In Quebec, it is via a used combine harvester, imported from the United States, that the plant would have arrived in 2017, in Montérégie. Three years later, used machinery still coming from the United States would be the source of another focus of infestation, in a region where it had been absent until then, Chaudière-Appalaches.

Although farm machinery must be cleaned before entering the country, border inspections are sporadic. And despite careful cleaning, a tiny seed can easily hide in these metal behemoths and travel thousands of miles.

Once in the country, it is again the machinery that promotes its spread. Not all companies are in a financial position to buy a combine harvester, we know that it is very expensiveemphasizes Stephanie Mathieu.

Harvesting a field seen from the cabin of a harvester.

Part of the challenge for farmers is to clean machinery before going to another field.

Photo: Radio-Canada

In the fall, many agricultural businesses retain the services of machinery owners who travel from farm to farm to perform custom harvesting work. At this time of year, their work is often like a race against time. Cleaning the machinery on leaving each field to prevent the spread of weeds is not realistic, according to Stéphanie Mathieu. It takes 5-6 hours to clean a combine from top to bottom. Clearly, the producers don’t have time to do that in the fall. We can think of rainy autumns, when they have a lot of areas to beat.

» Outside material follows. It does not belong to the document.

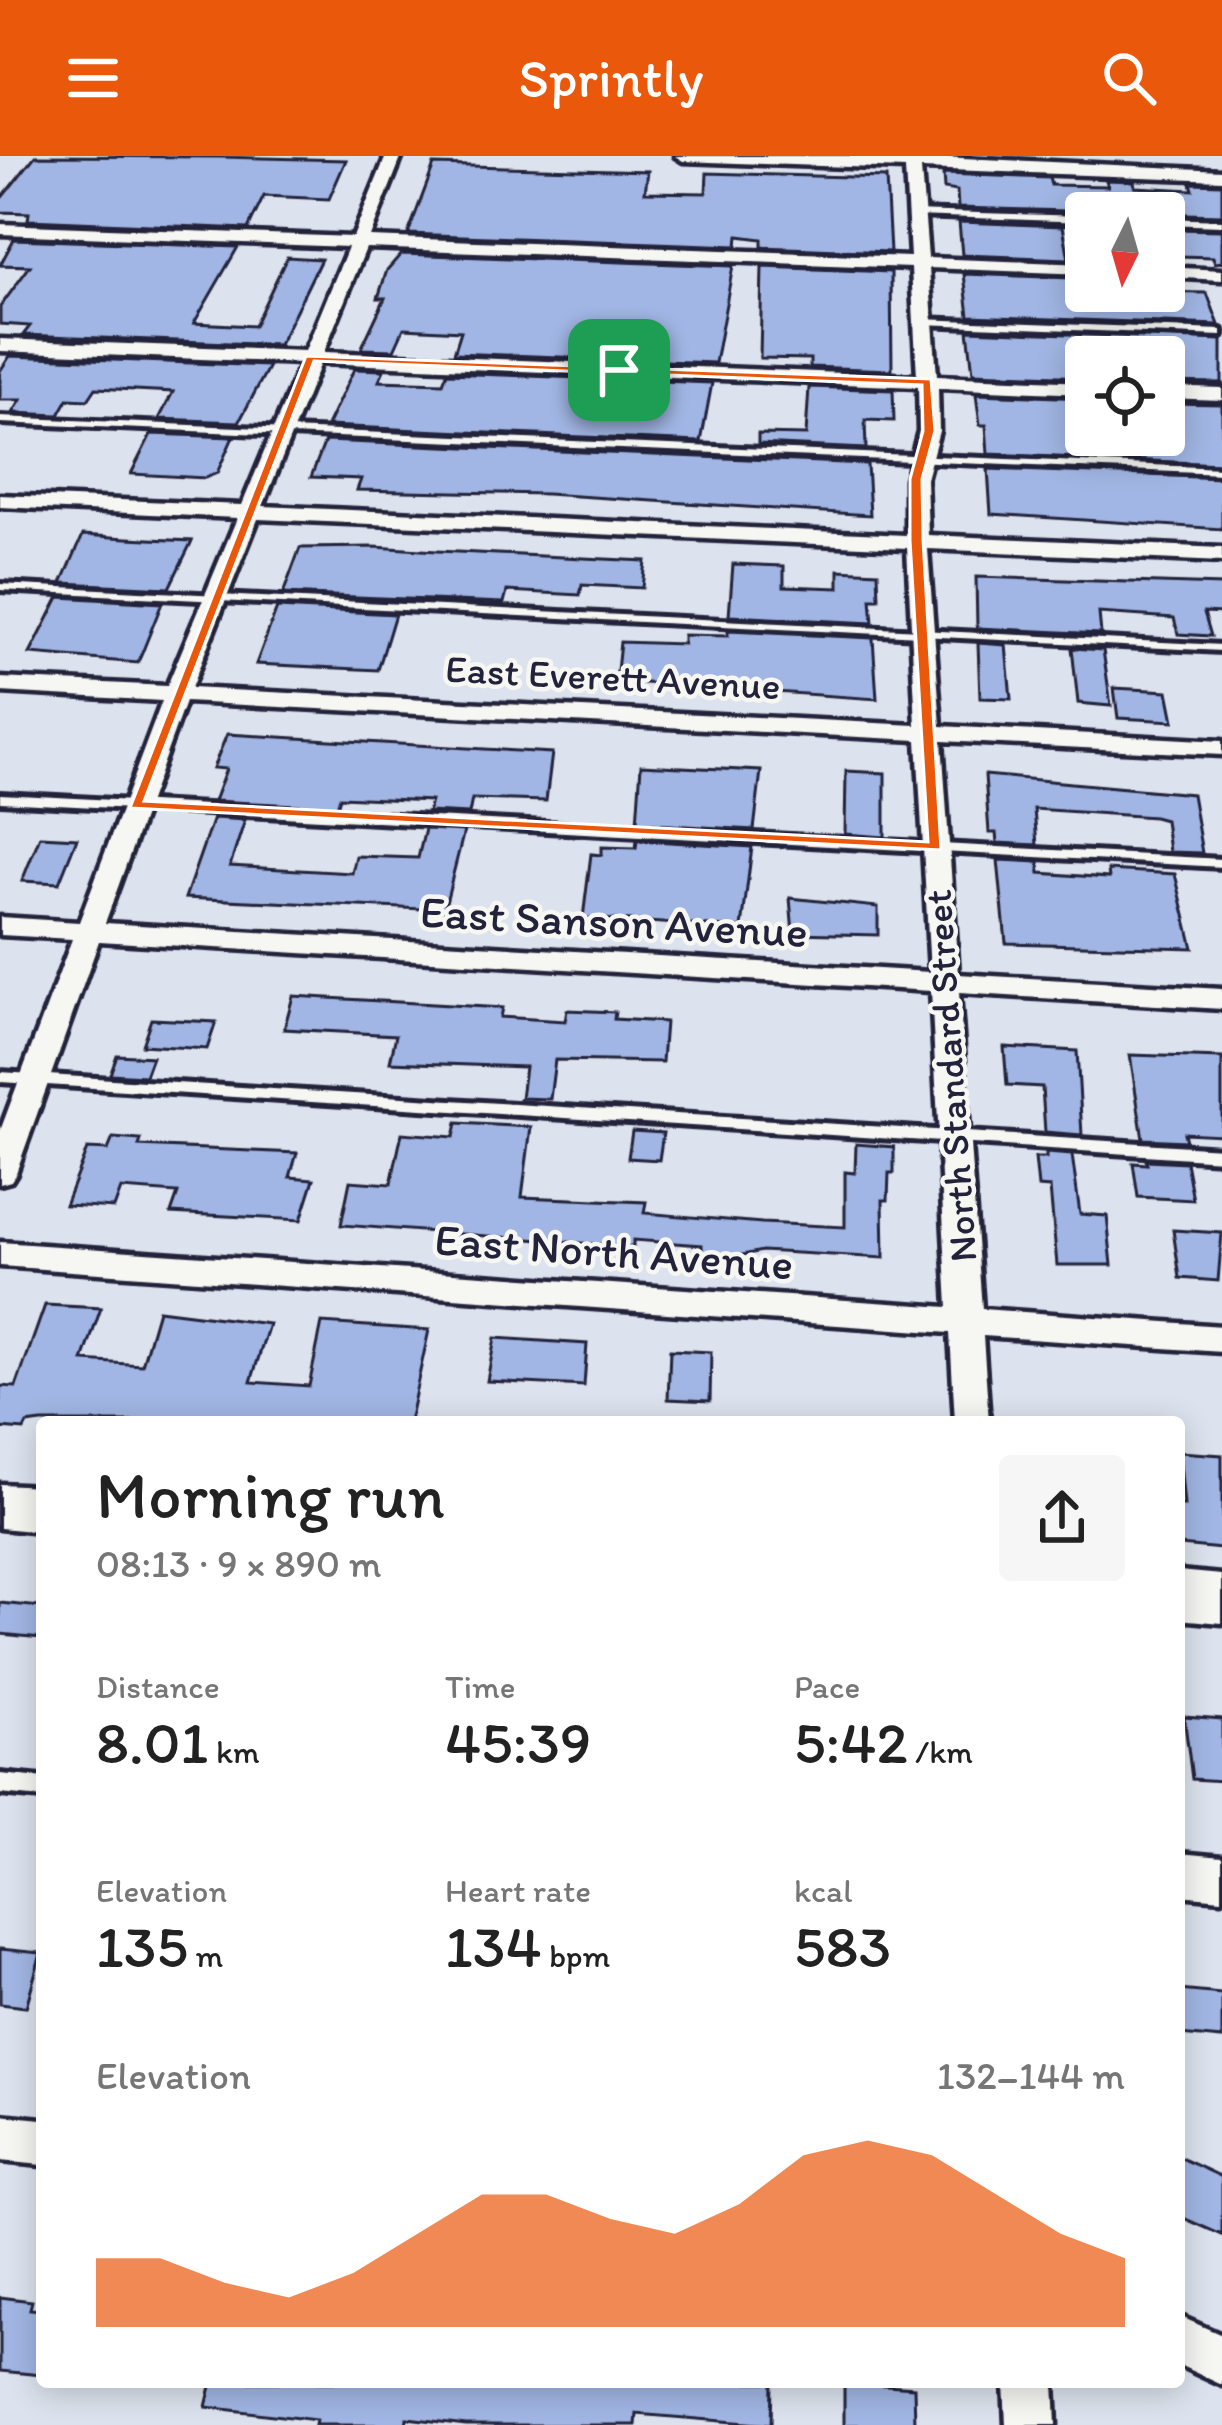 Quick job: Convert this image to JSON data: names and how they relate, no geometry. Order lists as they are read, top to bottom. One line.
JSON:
{"streets":{"street":["East Everett Avenue","East Sanson Avenue","North Standard Street","East North Avenue"]},"crossings":[["East Everett Avenue","North Standard Street"],["East Sanson Avenue","North Standard Street"],["North Standard Street","East North Avenue"]],"north":"bottom","page":{"header":"Sprintly","heading":["Morning run","08:13 · 9 × 890 m"],"stats":[["Distance","8.01 km"],["Time","45:39"],["Pace","5:42 /km"],["Elevation","135 m"],["Heart rate","134 bpm"],["kcal","583"]],"chart":["Elevation","132–144 m"]}}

To counter resistance, MAPAQ strongly encourages farmers to do at least a cursory cleaning of machinery at the edge of the field. Biosecurity, clearly, is an issueinsists the agronomist.

Considering the nuisance potential of tuberculate amaranth, the ministry has released funds to curb its spread. For the past two years, nearly $7,500 per farm has been available to pay, in particular, the costs associated with manual uprooting. Unheard of, says Stéphanie Mathieu. Having financial assistance for uprooting was a first in field crops.

How do you know if a plant has developed resistance to a herbicide?

Visually, there is nothing to distinguish a resistant weed from a non-resistant weed. So you have to do some testing.

Until 2017, the only tests available were said classicsthey needed harvesting seeds, growing the samples in the greenhouse and then subjecting these seedlings to the herbicide […] which takes a lot of time! explains David Miville, agronomist-weed scientist at MAPAQ’s Phytoprotection Expertise and Diagnosis Laboratory.

Since 2018, there have been molecular tests, which are much faster. A sample I get in the morning, at the end of the day I have the results, says the specialist. These tests do not require seeds, just a leaf sample. They can therefore provide answers much earlier in the season and trigger more targeted interventions in the field.

Tomorrow… weeds genetically modified and solutions to curb resistance.

Catherine Mercier’s report is broadcast on the program green week Saturday at 5 p.m. and Sunday at 12:30 p.m. on ICI TÉLÉ. At ICI RDI, it will be Sunday at 8 p.m.